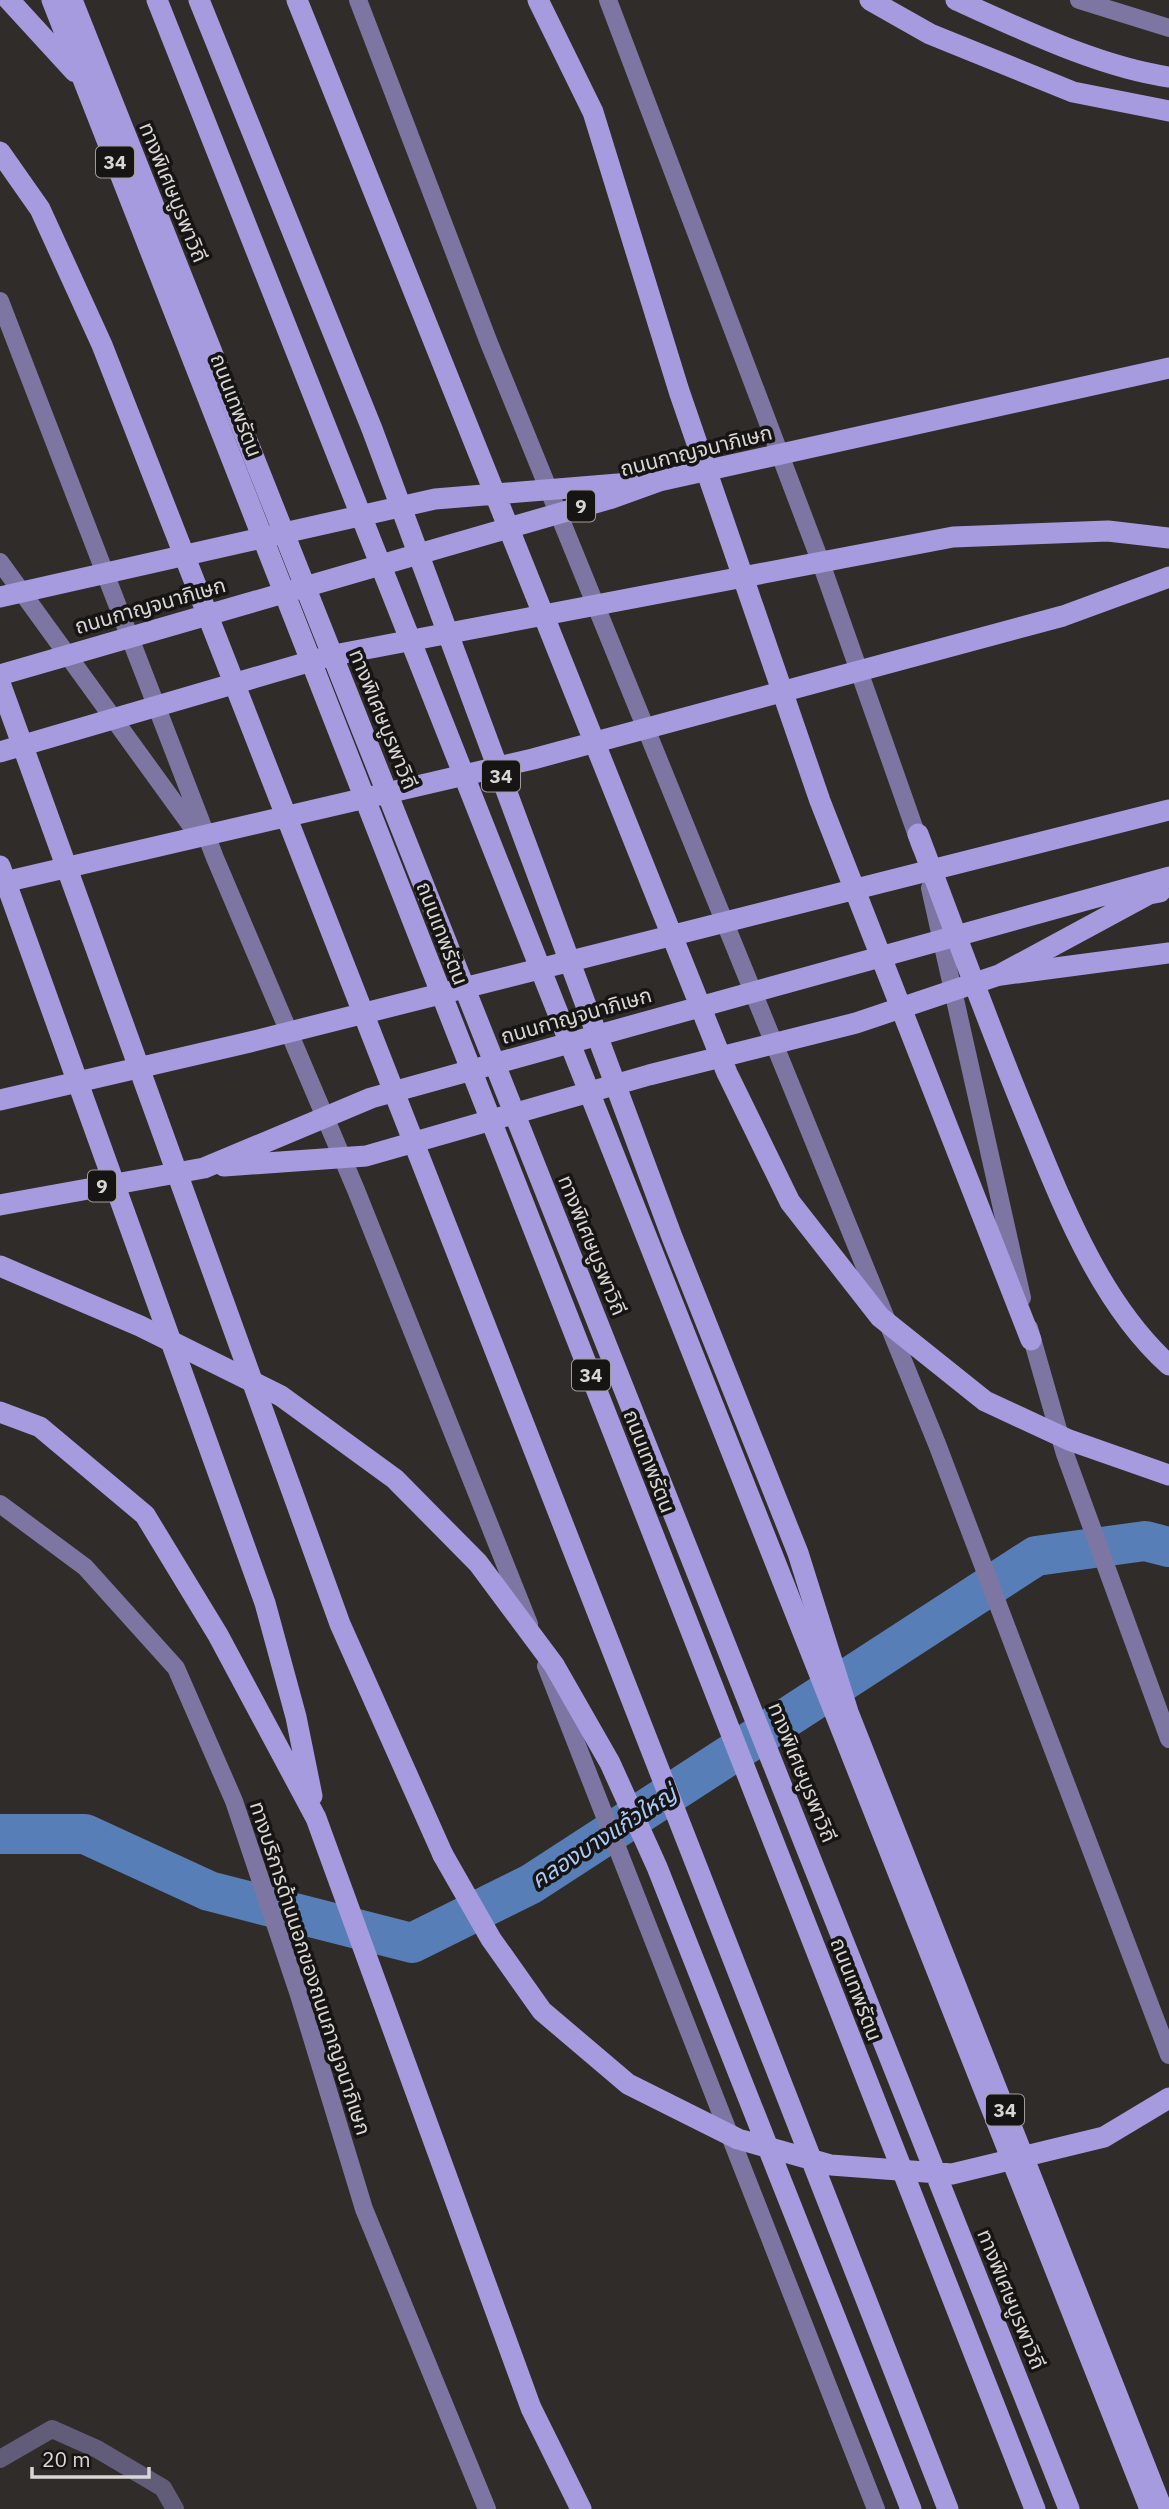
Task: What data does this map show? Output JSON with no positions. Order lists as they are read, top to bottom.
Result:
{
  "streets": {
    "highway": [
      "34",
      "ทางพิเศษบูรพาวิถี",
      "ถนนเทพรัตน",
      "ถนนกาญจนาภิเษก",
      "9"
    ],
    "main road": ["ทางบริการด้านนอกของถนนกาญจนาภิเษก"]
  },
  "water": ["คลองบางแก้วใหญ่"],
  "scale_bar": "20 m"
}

> [ABOUT THIS EXERCISE]
Wherever an image sits in the data, omit it; everything else must be copied exactly.

> [ANSWER BOX]
Task: What data does this map show? Output JSON with no positions. Order lists as they are read, top to bottom.
Result:
{
  "streets": {
    "highway": [
      "34",
      "ทางพิเศษบูรพาวิถี",
      "ถนนเทพรัตน",
      "ถนนกาญจนาภิเษก",
      "9"
    ],
    "main road": ["ทางบริการด้านนอกของถนนกาญจนาภิเษก"]
  },
  "water": ["คลองบางแก้วใหญ่"],
  "scale_bar": "20 m"
}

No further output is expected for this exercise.